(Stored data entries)
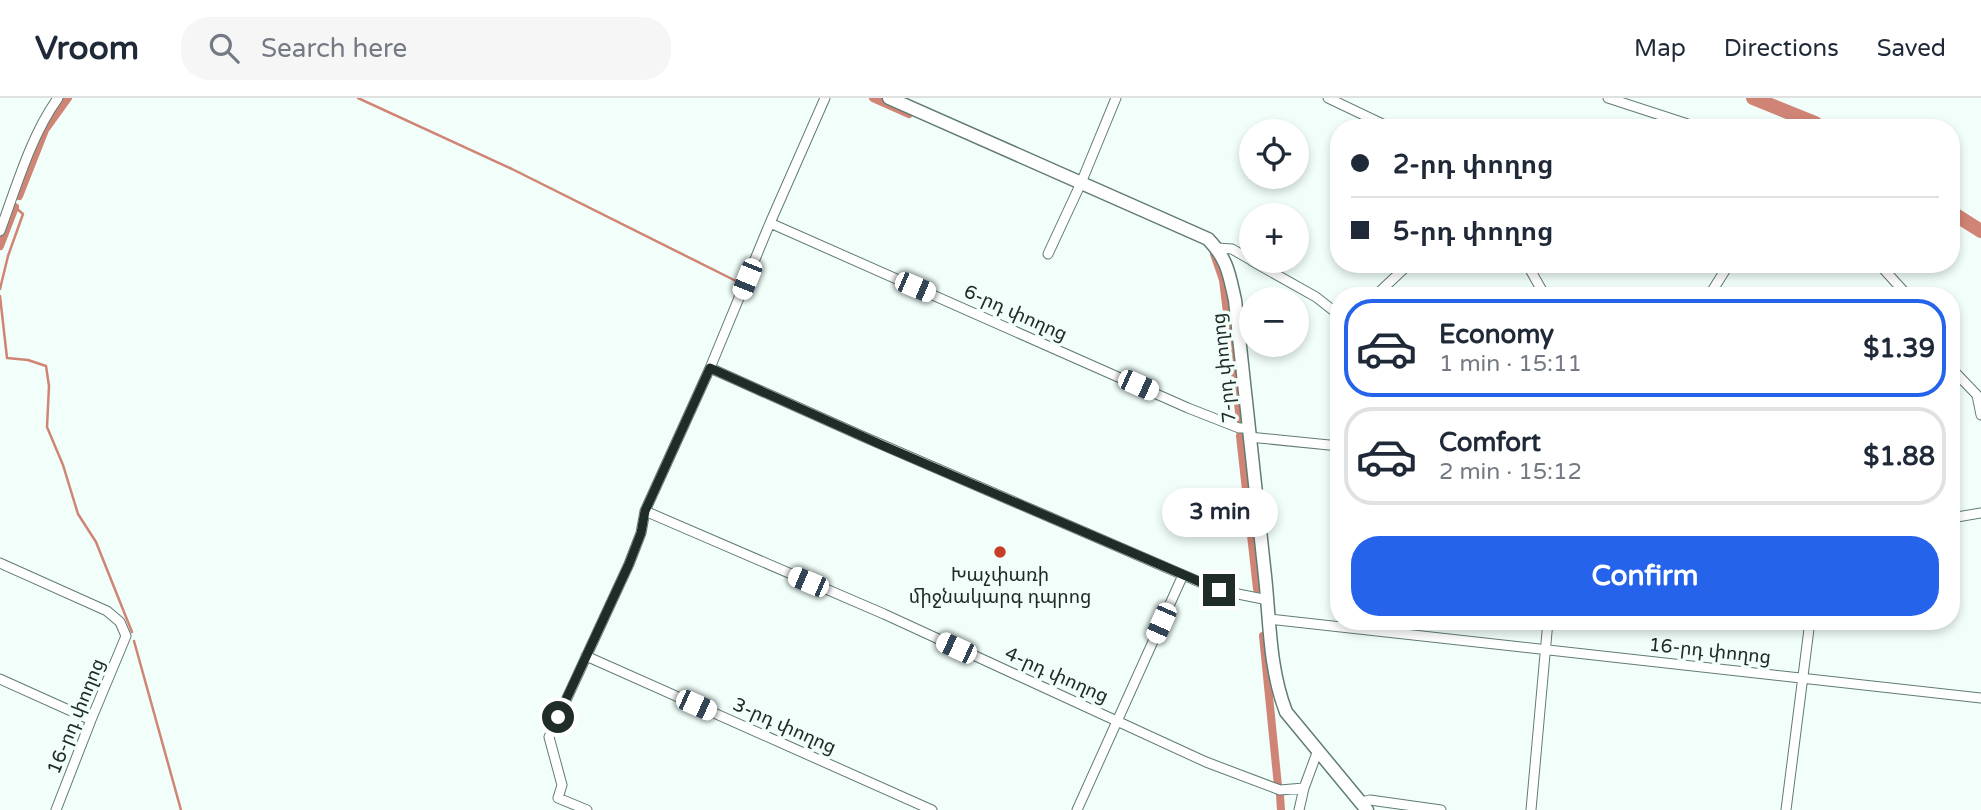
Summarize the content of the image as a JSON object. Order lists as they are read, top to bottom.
{
  "streets": {
    "main road": ["7-րդ փողոց"],
    "street": [
      "6-րդ փողոց",
      "16-րդ փողոց",
      "4-րդ փողոց",
      "3-րդ փողոց"
    ]
  },
  "crossings": [
    ["6-րդ փողոց", "7-րդ փողոց"],
    ["7-րդ փողոց", "16-րդ փողոց"]
  ],
  "places": ["Խաչփառի միջնակարգ դպրոց"],
  "page": {
    "header": "Vroom",
    "search": "Search here",
    "nav": ["Map", "Directions", "Saved"],
    "map_buttons": ["+", "−"],
    "banner": ["2-րդ փողոց", "5-րդ փողոց"],
    "list": [
      {
        "name": "Economy",
        "note": "1 min · 15:11",
        "value": "$1.39"
      },
      {
        "name": "Comfort",
        "note": "2 min · 15:12",
        "value": "$1.88"
      }
    ],
    "bubble": "3 min",
    "buttons": "Confirm"
  }
}
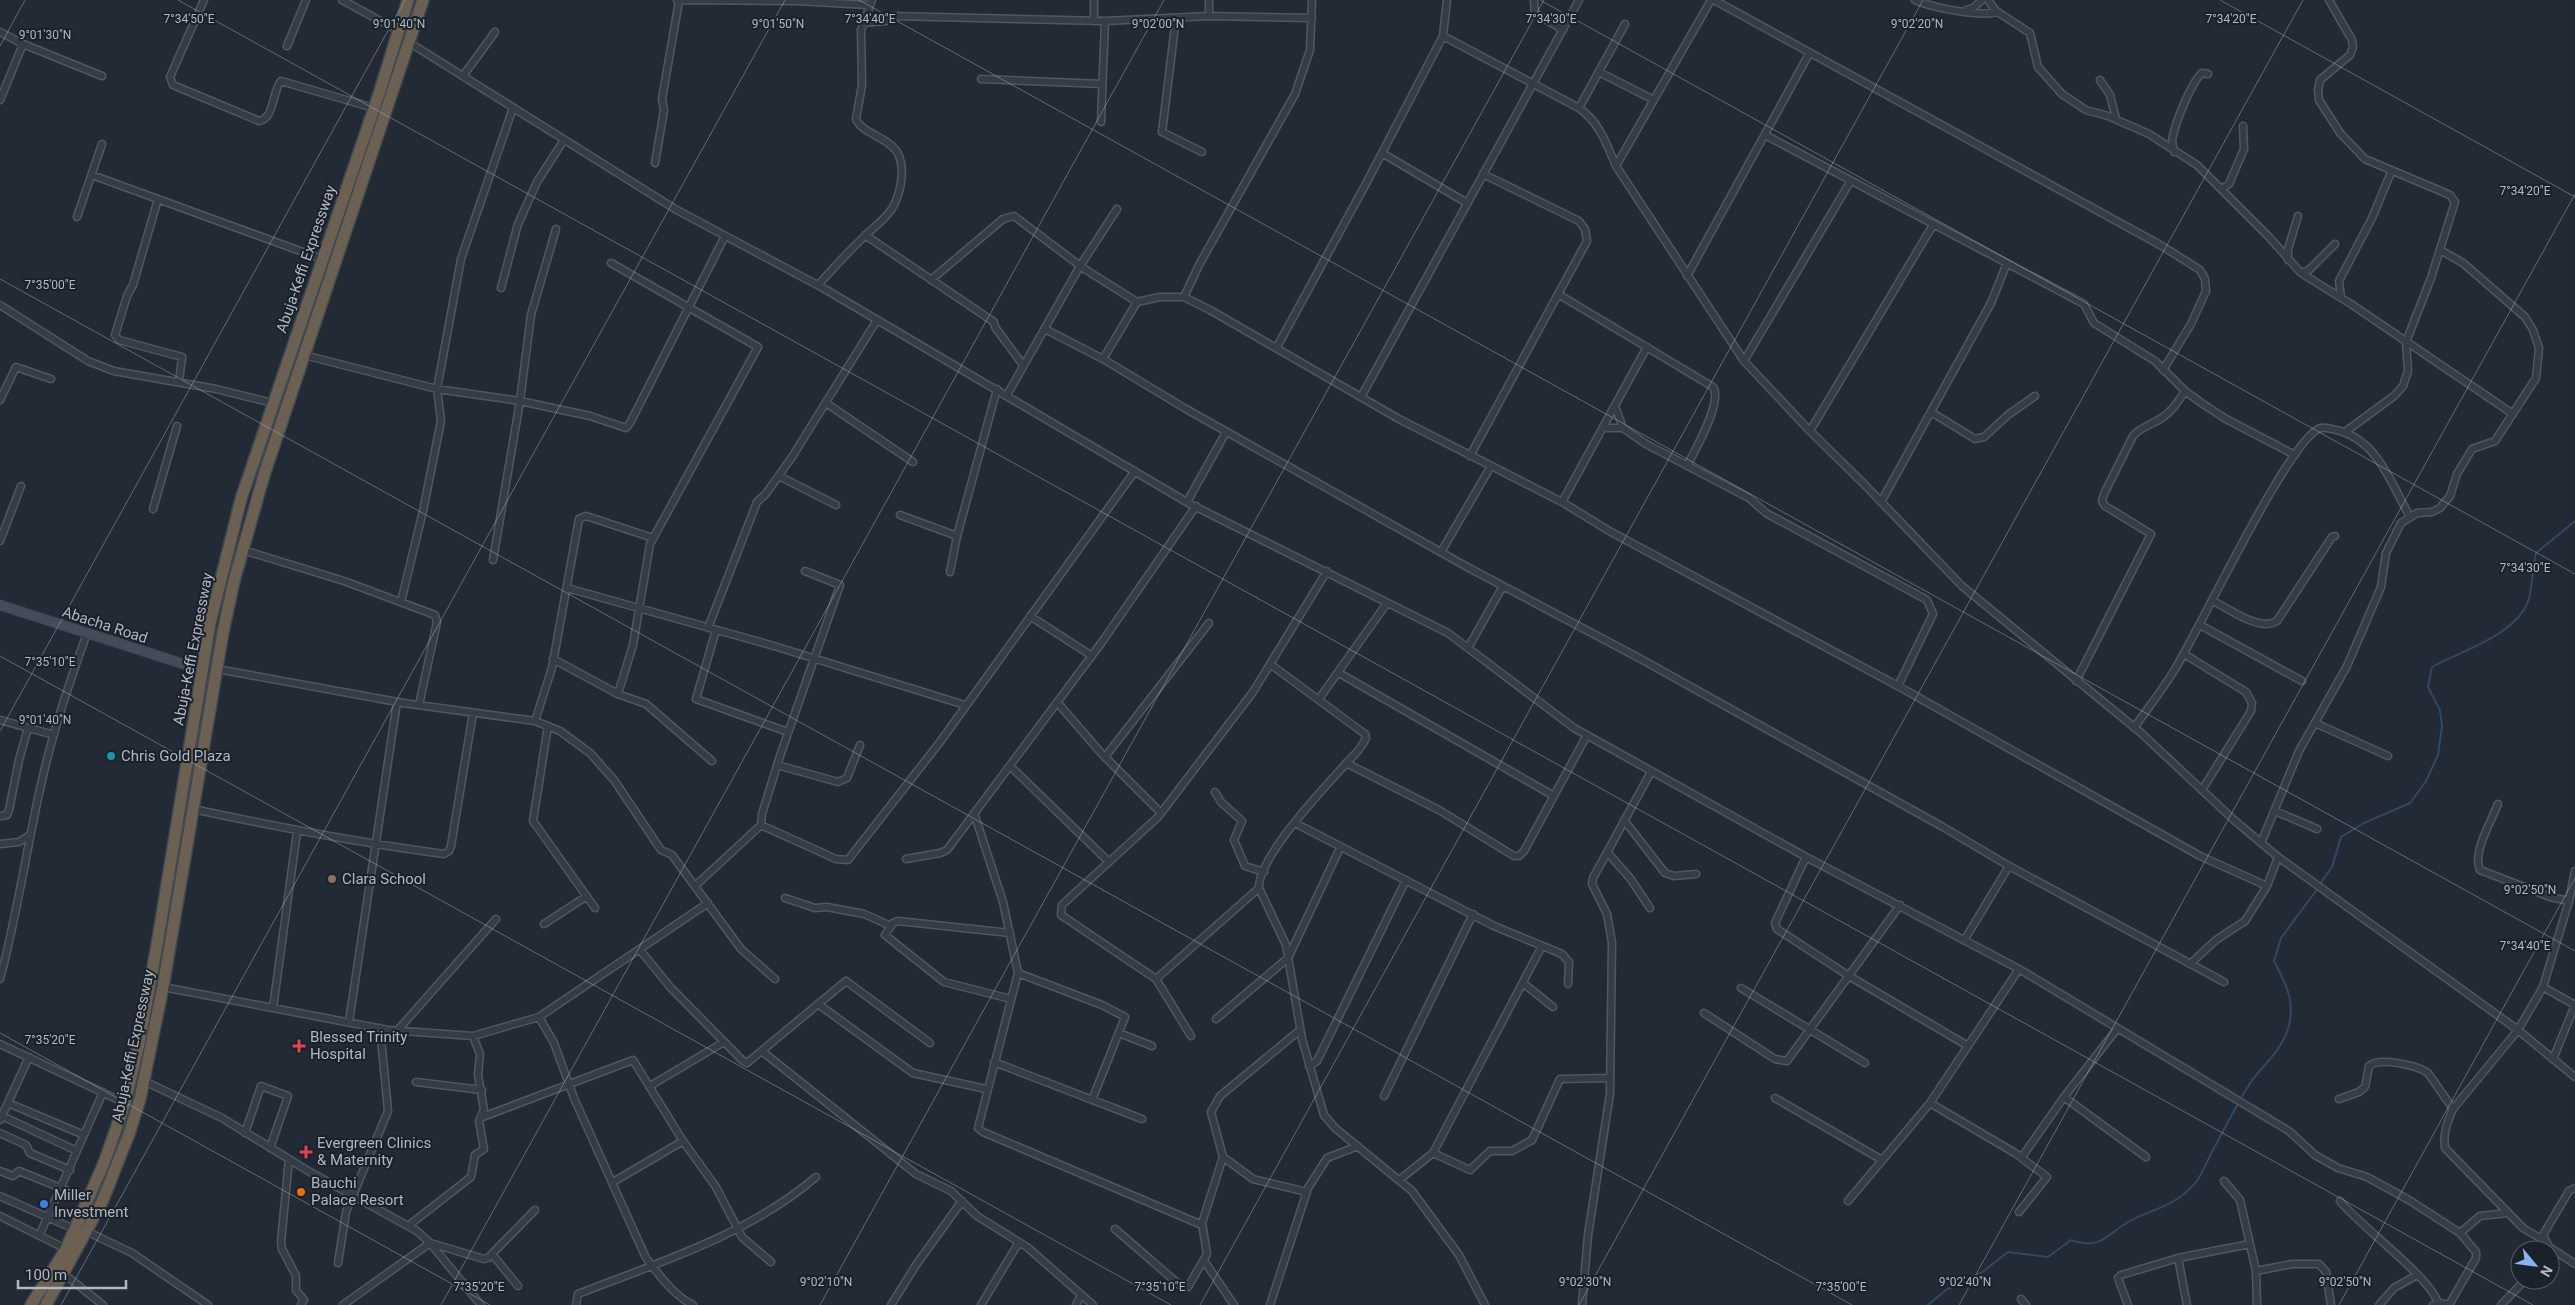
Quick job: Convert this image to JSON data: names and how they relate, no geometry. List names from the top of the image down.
{
  "streets": {
    "highway": ["Abuja-Keffi Expressway"],
    "street": ["Abacha Road"]
  },
  "crossings": [
    ["Abuja-Keffi Expressway", "Abacha Road"]
  ],
  "places": {
    "other": [
      "Chris Gold Plaza",
      "Clara School",
      "Bauchi Palace Resort",
      "Miller Investment"
    ],
    "health": ["Blessed Trinity Hospital", "Evergreen Clinics & Maternity"]
  },
  "scale_bar": "100 m",
  "north": "bottom right",
  "coordinates": [
    "7°34'50\"E",
    "7°34'40\"E",
    "7°34'30\"E",
    "7°34'20\"E",
    "9°01'40\"N",
    "9°01'50\"N",
    "9°02'00\"N",
    "9°02'20\"N",
    "9°01'30\"N",
    "7°35'00\"E",
    "7°35'10\"E",
    "9°02'50\"N",
    "7°35'20\"E",
    "9°02'10\"N",
    "9°02'30\"N",
    "9°02'40\"N"
  ]
}
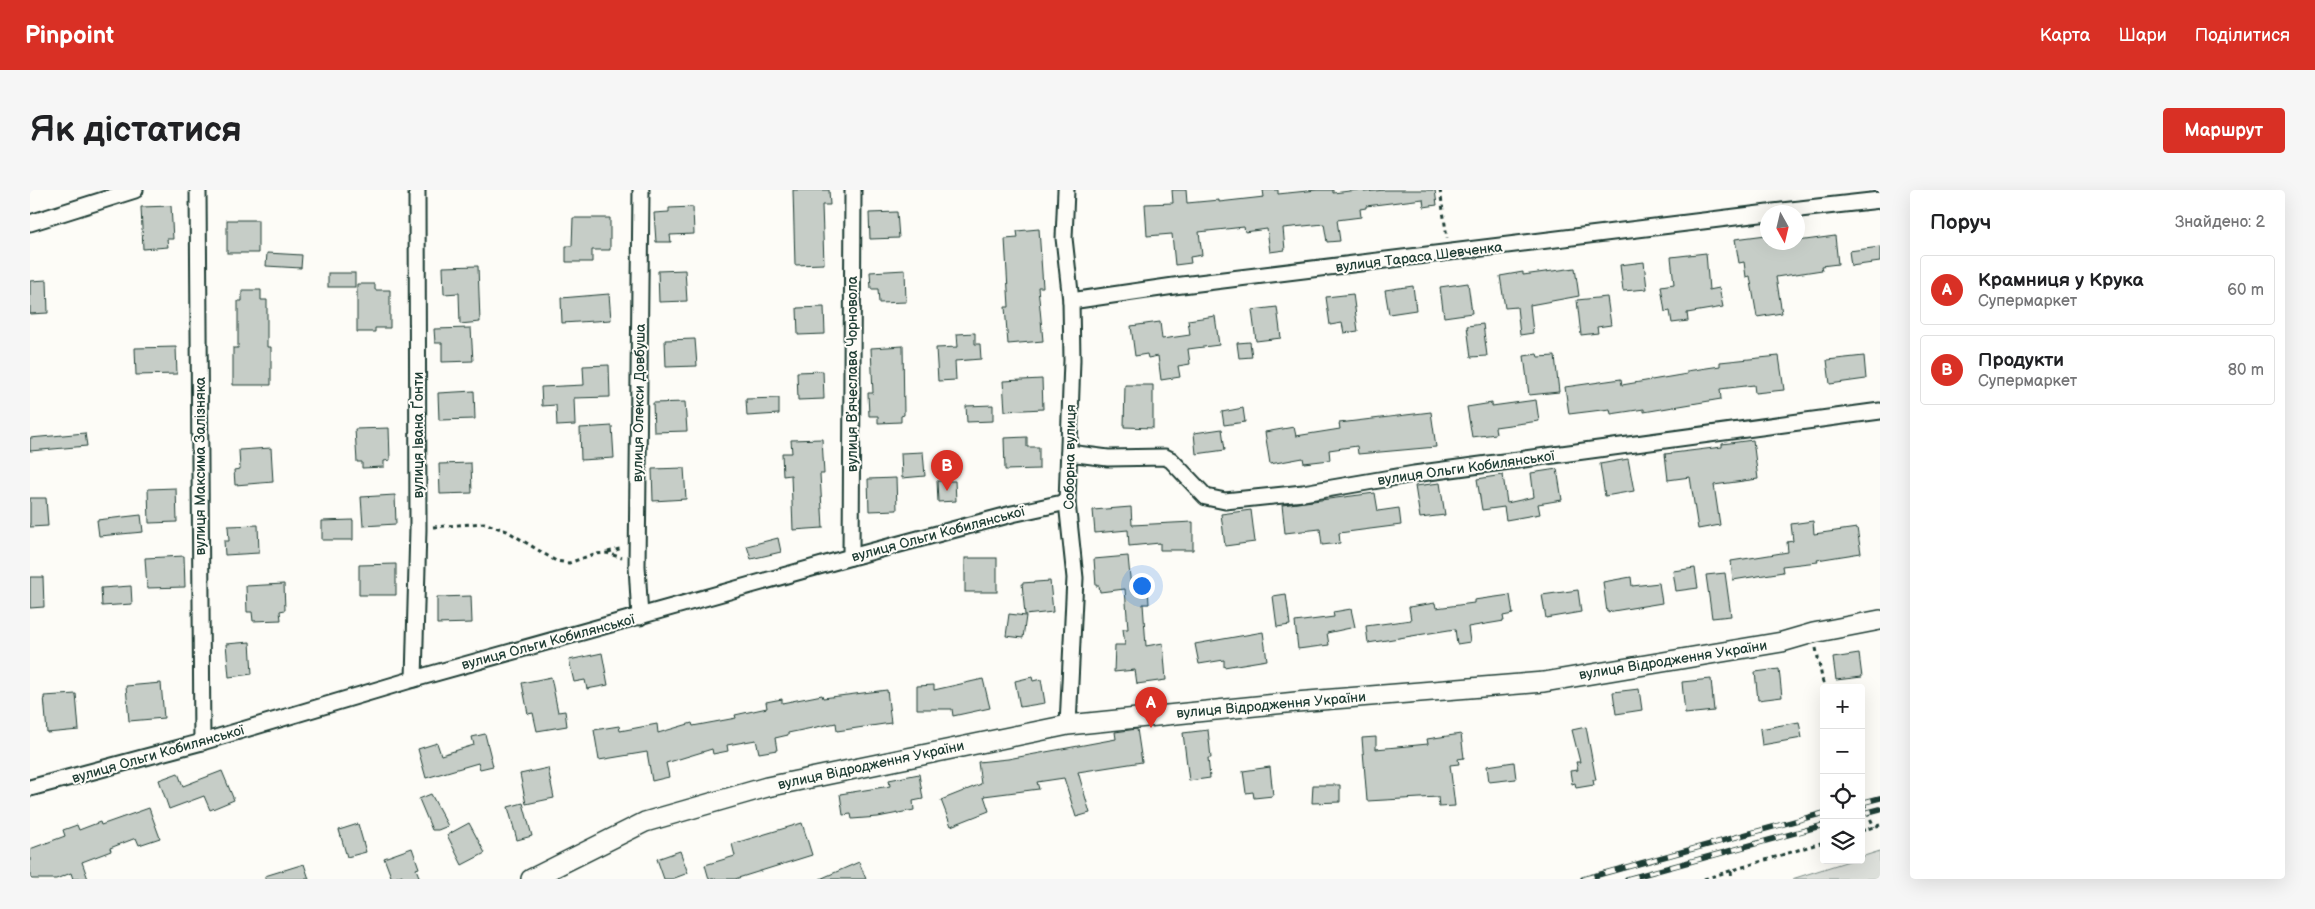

■ **What is needed**: Excluding all pictures, reproduce the records exactly as they appear above.

■ **Completed task**:
Summarize the content of the image as a JSON object. Order lists as they are read, top to bottom.
{
  "streets": {
    "main road": ["7-րդ փողոց"],
    "street": [
      "6-րդ փողոց",
      "16-րդ փողոց",
      "4-րդ փողոց",
      "3-րդ փողոց"
    ]
  },
  "crossings": [
    ["6-րդ փողոց", "7-րդ փողոց"],
    ["7-րդ փողոց", "16-րդ փողոց"]
  ],
  "places": ["Խաչփառի միջնակարգ դպրոց"],
  "page": {
    "header": "Vroom",
    "search": "Search here",
    "nav": ["Map", "Directions", "Saved"],
    "map_buttons": ["+", "−"],
    "banner": ["2-րդ փողոց", "5-րդ փողոց"],
    "list": [
      {
        "name": "Economy",
        "note": "1 min · 15:11",
        "value": "$1.39"
      },
      {
        "name": "Comfort",
        "note": "2 min · 15:12",
        "value": "$1.88"
      }
    ],
    "bubble": "3 min",
    "buttons": "Confirm"
  }
}
Quick job: Convert this image to JSON data: names and how they relate, no geometry. List names from the top of the image down.
{
  "streets": {
    "highway": ["Abuja-Keffi Expressway"],
    "street": ["Abacha Road"]
  },
  "crossings": [
    ["Abuja-Keffi Expressway", "Abacha Road"]
  ],
  "places": {
    "other": [
      "Chris Gold Plaza",
      "Clara School",
      "Bauchi Palace Resort",
      "Miller Investment"
    ],
    "health": ["Blessed Trinity Hospital", "Evergreen Clinics & Maternity"]
  },
  "scale_bar": "100 m",
  "north": "bottom right",
  "coordinates": [
    "7°34'50\"E",
    "7°34'40\"E",
    "7°34'30\"E",
    "7°34'20\"E",
    "9°01'40\"N",
    "9°01'50\"N",
    "9°02'00\"N",
    "9°02'20\"N",
    "9°01'30\"N",
    "7°35'00\"E",
    "7°35'10\"E",
    "9°02'50\"N",
    "7°35'20\"E",
    "9°02'10\"N",
    "9°02'30\"N",
    "9°02'40\"N"
  ]
}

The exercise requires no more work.